The chum was Charles H. Keating Jr., chief of the late, un-great Lincoln Savings and Loan, whose institutional death will cost taxpayers $2.3 billion; and the senators sometimes seem to have carried out their favors with the energetic eagerness of tip-cadging errand boys.
Not a pretty picture, especially for Sens. Alan Cranston, D-Calif., and Dennis DeConcini, D-Ariz., who seem to have been busiest on Mr. Keating's behalf.
Only problem is, the evidence in the case -- box after box of it -- fuzzes that picture a great deal, especially when viewed as part of the unsavory but lawful system of fund raising that dominates life on Capitol Hill.
In other words, the verdict won't be as easy to reach as one might expect, even though the first four days of public hearings on the case have often made the cynical viewpoint even more alluring.
How else to react when Senator DeConcini begins his defense by shouting, waving his arms and spending more than two hours saying that it is his accusers, not the five senators, who have sinned?
He placed himself and Mr. Keating in league with Nobel laureate Mother Teresa, while depicting the reform-minded Common Cause organization, which filed the ethics complaint that brought on the case, as a greedy lobby in search of a fund-raising gimmick. His other villain was Robert Bennett, the special counsel investigating the case. Mr. DeConcini called Mr. Bennett a glory-hogging scalp hunter.
Such histrionics only obscure the strengths of the case for him and the other four senators, and it was left to Mr. Cranston's attorney, William W. Taylor III, to present a defense in calm, measured tones. Instead of speaking vaguely of a corrupt and broken system, he cited case law and Supreme Court opinions. As he proceeded, the six members of the Senate Select Committee on Ethics nodded knowingly at times.

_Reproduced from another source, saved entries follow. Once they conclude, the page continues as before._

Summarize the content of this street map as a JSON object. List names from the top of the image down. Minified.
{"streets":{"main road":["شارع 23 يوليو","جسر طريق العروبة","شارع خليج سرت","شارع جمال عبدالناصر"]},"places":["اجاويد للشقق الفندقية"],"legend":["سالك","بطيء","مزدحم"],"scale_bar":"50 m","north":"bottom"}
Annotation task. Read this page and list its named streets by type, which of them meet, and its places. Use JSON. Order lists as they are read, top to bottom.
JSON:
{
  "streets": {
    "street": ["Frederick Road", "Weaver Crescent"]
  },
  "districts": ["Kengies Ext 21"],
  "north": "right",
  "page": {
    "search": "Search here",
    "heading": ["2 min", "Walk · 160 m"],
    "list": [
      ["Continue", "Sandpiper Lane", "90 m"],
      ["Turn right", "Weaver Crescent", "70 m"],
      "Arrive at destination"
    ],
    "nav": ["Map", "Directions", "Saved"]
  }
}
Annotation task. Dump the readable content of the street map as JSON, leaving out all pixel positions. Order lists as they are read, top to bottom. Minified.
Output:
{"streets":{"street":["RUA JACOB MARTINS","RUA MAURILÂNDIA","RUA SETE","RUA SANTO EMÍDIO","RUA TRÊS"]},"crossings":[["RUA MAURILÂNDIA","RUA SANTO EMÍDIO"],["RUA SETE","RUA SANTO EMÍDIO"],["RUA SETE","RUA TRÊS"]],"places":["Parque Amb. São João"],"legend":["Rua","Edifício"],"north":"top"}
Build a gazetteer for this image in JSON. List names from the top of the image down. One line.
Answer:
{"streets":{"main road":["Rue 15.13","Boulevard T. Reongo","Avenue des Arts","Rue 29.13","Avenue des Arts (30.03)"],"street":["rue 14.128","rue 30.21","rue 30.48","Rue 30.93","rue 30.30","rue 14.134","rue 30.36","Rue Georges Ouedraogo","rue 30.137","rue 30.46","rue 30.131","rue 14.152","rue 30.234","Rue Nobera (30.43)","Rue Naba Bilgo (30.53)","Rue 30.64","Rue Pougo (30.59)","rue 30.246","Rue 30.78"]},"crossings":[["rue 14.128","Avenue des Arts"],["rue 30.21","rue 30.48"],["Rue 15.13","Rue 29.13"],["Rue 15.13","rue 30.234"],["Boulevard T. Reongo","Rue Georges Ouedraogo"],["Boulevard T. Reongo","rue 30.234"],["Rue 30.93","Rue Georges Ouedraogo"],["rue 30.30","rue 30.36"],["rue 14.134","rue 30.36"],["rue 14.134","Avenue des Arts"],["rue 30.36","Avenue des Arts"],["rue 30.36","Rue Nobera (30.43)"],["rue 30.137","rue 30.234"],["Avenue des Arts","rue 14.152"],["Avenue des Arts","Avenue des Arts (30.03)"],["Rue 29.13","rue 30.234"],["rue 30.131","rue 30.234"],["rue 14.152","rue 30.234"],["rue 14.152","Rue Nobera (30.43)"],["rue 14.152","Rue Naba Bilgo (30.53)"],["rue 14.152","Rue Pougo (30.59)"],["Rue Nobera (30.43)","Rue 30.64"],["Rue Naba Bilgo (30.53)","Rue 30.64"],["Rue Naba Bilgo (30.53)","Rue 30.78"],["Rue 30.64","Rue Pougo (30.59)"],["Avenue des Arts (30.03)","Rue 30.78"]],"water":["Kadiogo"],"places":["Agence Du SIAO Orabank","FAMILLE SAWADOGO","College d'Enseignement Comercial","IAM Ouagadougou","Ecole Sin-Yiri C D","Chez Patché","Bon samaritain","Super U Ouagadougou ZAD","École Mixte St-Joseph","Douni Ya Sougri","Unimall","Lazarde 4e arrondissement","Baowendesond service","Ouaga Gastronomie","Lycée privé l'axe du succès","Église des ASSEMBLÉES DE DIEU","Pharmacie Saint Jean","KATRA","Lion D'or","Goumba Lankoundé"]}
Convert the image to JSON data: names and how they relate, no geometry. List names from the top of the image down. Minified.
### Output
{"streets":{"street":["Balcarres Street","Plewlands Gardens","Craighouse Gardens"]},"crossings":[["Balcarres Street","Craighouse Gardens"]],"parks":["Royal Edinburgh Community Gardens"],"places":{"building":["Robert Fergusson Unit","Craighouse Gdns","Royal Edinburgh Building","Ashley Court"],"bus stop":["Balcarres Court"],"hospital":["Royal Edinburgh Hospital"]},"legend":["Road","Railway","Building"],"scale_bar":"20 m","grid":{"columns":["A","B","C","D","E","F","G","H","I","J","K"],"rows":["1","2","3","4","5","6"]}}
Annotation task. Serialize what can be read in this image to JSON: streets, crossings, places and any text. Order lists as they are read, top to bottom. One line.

Mr. Taylor's remarks, when pitted against the evidence and arguments laid out a few days earlier by Mr. Bennett, provide an apt outline of the points on which the case will turn for Senators Cranston, DeConcini and Donald W. Riegle Jr., D-Mich. (The evidence against Sens. John McCain, R-Ariz.,and John Glenn, D-Ohio, is so weak that Mr. Bennett has already indicated he sees no grounds for punishment.)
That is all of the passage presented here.